Ha studiato con Renato Dionisi, Bruno Zanolini, Carlo Pirola. Si è diplomato presso il Conservatorio di Milano in “Composizione polifonica vocale” e in “Strumentazione per banda” e presso il Conservatorio di Verona in “Musica corale e direzione di coro”.
Ha diretto per molti anni il coro “I Musici cantori” di Trento con i quali ha svolto una intensissima attività concertistica vincendo in concorsi nazionali e internazionali (Vittorio Veneto, Arezzo ecc.). È stato inoltre direttore de “Le Istitutioni Harmoniche” di Verona e del coro polifonico “R.Lunelli”. È stato direttore artistico dell’Accademia Musicale S. Giorgio di Verona e del coro da camera annesso alla stessa. È inoltre fondatore e direttore del Coro Filarmonico Trentino. Alla direzione di quest’ultimo nell’ambito del Bolzano Festival Bozen ediz. 2008 ha eseguito in Prima esecuzione mondiale la Missa I. quatuor vocibus cantanda op. 34 e l’Ave Maria a 4 voci Kind. 95 di F. Busoni.

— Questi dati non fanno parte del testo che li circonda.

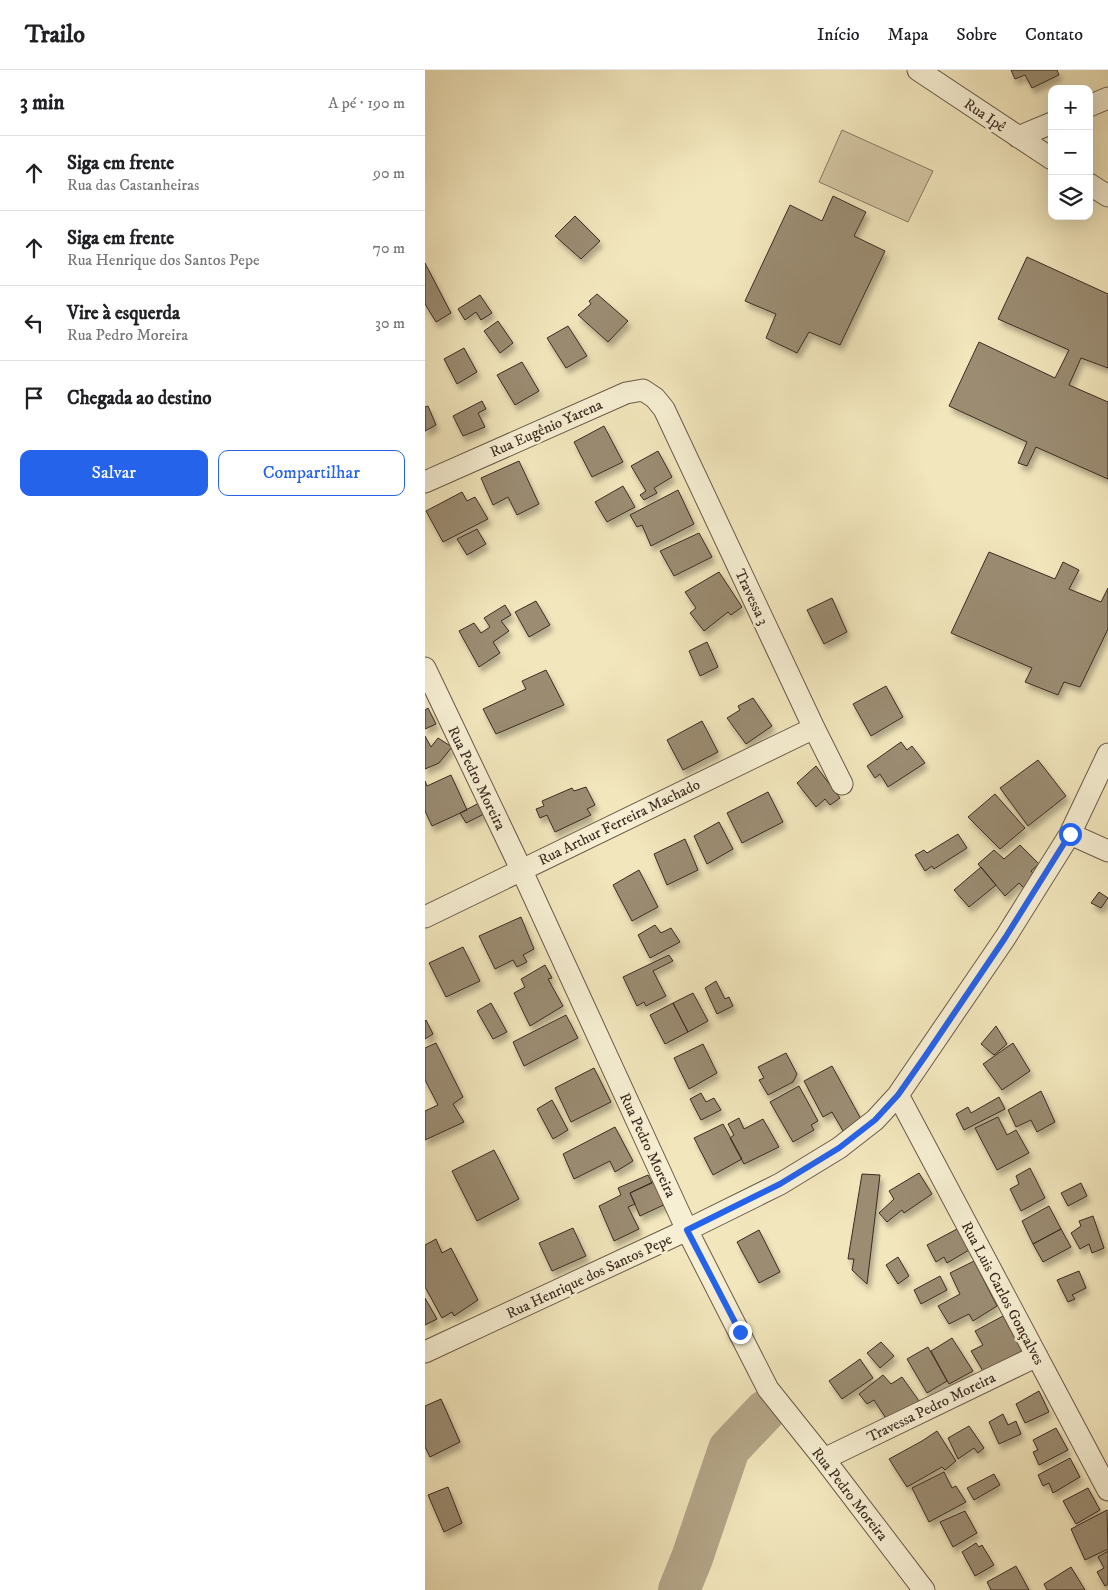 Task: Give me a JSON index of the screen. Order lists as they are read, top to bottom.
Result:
{
  "streets": {
    "street": [
      "Rua Ipê",
      "Rua Eugênio Yarena",
      "Travessa 3",
      "Rua Pedro Moreira",
      "Rua Arthur Ferreira Machado",
      "Rua Henrique dos Santos Pepe",
      "Rua Luis Carlos Gonçalves",
      "Travessa Pedro Moreira"
    ]
  },
  "crossings": [
    ["Rua Eugênio Yarena", "Travessa 3"],
    ["Travessa 3", "Rua Arthur Ferreira Machado"],
    ["Rua Pedro Moreira", "Rua Arthur Ferreira Machado"],
    ["Rua Pedro Moreira", "Rua Henrique dos Santos Pepe"],
    ["Rua Pedro Moreira", "Travessa Pedro Moreira"],
    ["Rua Henrique dos Santos Pepe", "Rua Luis Carlos Gonçalves"],
    ["Rua Luis Carlos Gonçalves", "Travessa Pedro Moreira"]
  ],
  "page": {
    "header": "Trailo",
    "nav": [
      "Início",
      "Mapa",
      "Sobre",
      "Contato"
    ],
    "heading": ["3 min", "A pé · 190 m"],
    "map_buttons": ["+", "−"],
    "list": [
      ["Siga em frente", "Rua das Castanheiras", "90 m"],
      ["Siga em frente", "Rua Henrique dos Santos Pepe", "70 m"],
      ["Vire à esquerda", "Rua Pedro Moreira", "30 m"],
      "Chegada ao destino"
    ],
    "buttons": ["Salvar", "Compartilhar"]
  }
}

Fa parte della Commissione artistica della Fondazione coro SAT ed è consulente artistico dell’ASAC. Viene regolarmente invitato quale membro di giuria in concorsi corali che di composizione sia nazionali che internazionali.
È titolare della cattedra di Direzione di coro e repertorio corale per la scuola di didattica della musica presso il Conservatorio “Monteverdi” di Bolzano.
Come compositore collabora con alcune riviste specializzate tra cui La Cartellina diretta da Marco Boschini.
Compositore prolifico si dedica prevalentemente alla musica corale con numerose composizioni di carattere sacro – profano e con eguale competenza alle elaborazioni per coro misto, maschile e voci bianche di canti popolari provenienti dalla tradizione arcaica italiana. Nell’ambito della composizione corale ha ottenuto numerosi primi premi a concorsi nazionali ed internazionali (Concorso internazionale di composizione “Ivan Spassov ” a Plovdiv Bulgaria), Concorso di composizione ” Paolo Valenti- Musica e Sport ” a Roma; Concorso nazionale Città di Pontremoli 2001 per la didattica; il concorso di elaborazione corale città di Biella, Salisburgo, ecc..). Diversi suoi lavori sono stati eseguiti sia in Italia che all’estero dai cori “Tone Tomsic” di Lubiana, “Voci Nobili” di Bergen, “I Piccoli Musici di Casazza”, “I Minipolifonici” di Trento, coro della SAT, la Corale Zumellese di Mel dal Coro Giovanile Italiano e dal Corpo Bandistico di Albiano. Oltre a composizioni per coro ed elaborazioni di canti popolari, ha scritto per organo e pianoforte, per organici cameristici. Sue opere sono state scelte come brani d’obbligo in concorsi corali nazionali ed internazionali.